Departmental capital: Laon
Main towns and cities: Saint-Quentin, Soissons, Château-Thierry, Tergnier, Chauny, Hirson, Villers-Cotterêts, La Fère, Vervins, Guise
L’Aisne, like so many French departments, is named after the river that runs through it. The Aisne – in historic Picardy – runs from east to west, while part of the department’s southern boundary is marked by another river, the Marne.
As you would expect, transport links are excellent. Lille, with its Eurostar connections, is just over an hour from Aisne’s most populous town, the 60,000-resident Saint-Quentin, while road links to Germany, Belgium and Paris are all excellent. Airports in Paris and Charleroi are within a couple of hours’ drive.
But the Aisne is no asphalt jungle. About 20% of it is covered in forests, and it boasts more than 300km of inland waterways and 2,000km of walking paths, nearly 700 of which have been specially laid out and listed in the relevant Topo-guides for walkers and mountain bikers.
Place names in this part of the country are synonymous with the two world wars, and cemeteries dot the landscape – but there’s more to the department than 20th-century human tragedy. Chateaux, abbeys, Romanesque churches and fortified churches abound in its lush, green valleys, its rolling meadows trimmed with hedges, plains, forests, hill country and plateaus.

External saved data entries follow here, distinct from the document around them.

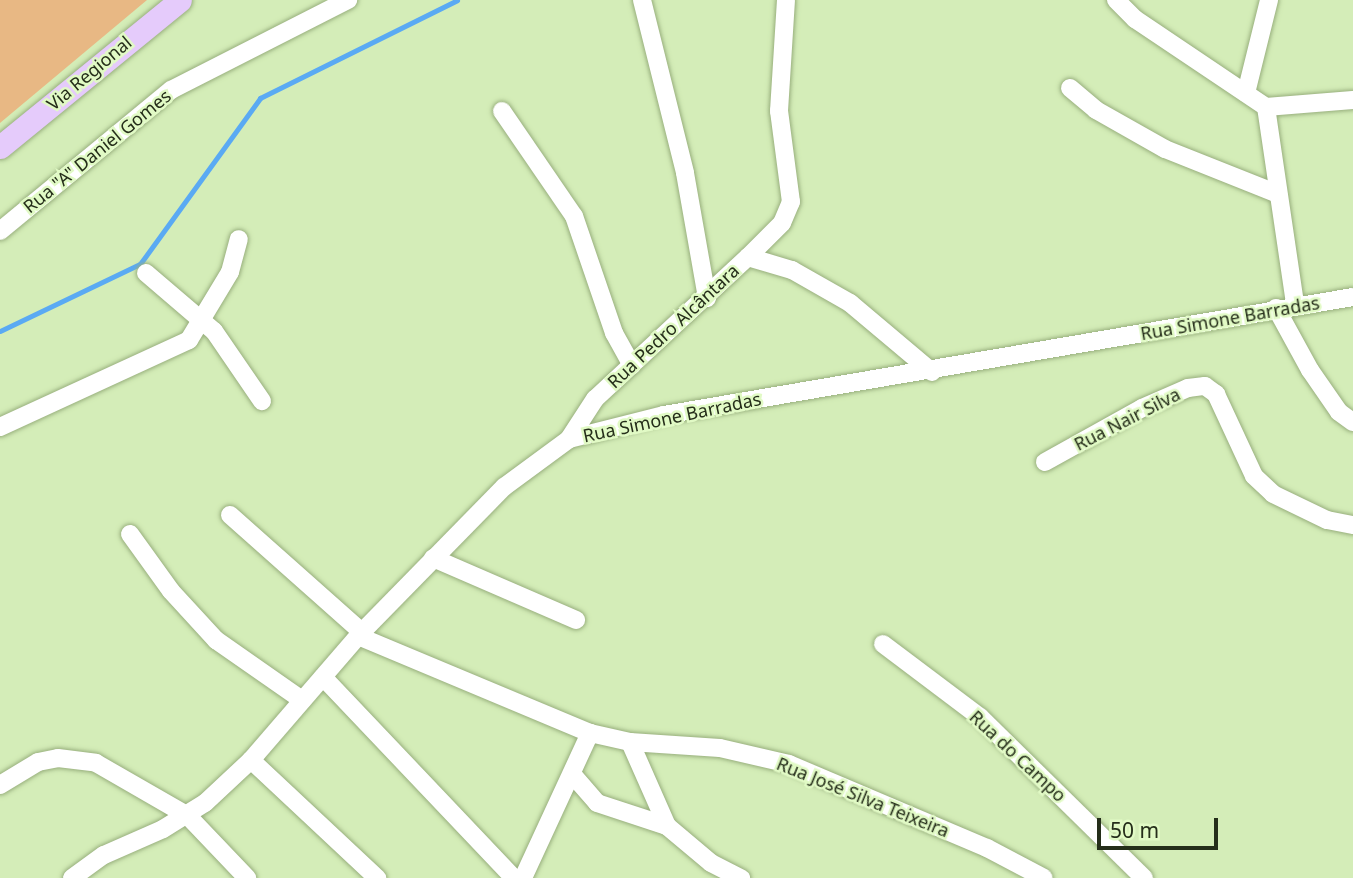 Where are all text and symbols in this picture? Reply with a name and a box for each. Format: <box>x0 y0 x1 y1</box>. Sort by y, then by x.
street label: Via Regional <box>42 31 136 115</box>
street label: Rua "A" Daniel Gomes <box>19 85 175 217</box>
street label: Rua Pedro Alcântara <box>603 260 743 392</box>
street label: Rua Simone Barradas <box>1139 292 1321 344</box>
street label: Rua Nair Silva <box>1070 383 1184 455</box>
street label: Rua Simone Barradas <box>581 388 763 446</box>
street label: Rua do Campo <box>965 706 1071 806</box>
street label: Rua José Silva Teixeira <box>774 752 952 842</box>
scale bar <box>1101 804 1222 848</box>
text: 50 m <box>1110 816 1159 844</box>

Despite all its advantages – its proximity to Paris and Belgium, and its excellent transport hubs – the Aisne has not caught the imagination of property-hunters or speculators, so prices are relatively low. A typical non-new house in Saint-Quentin will cost about €1,158 per m², €1,113 per m² in regional capital Laon, and rise to €1,577 per m² in relatively sought-after Soissons or €1,720 per m² in Villers-Cotterêts.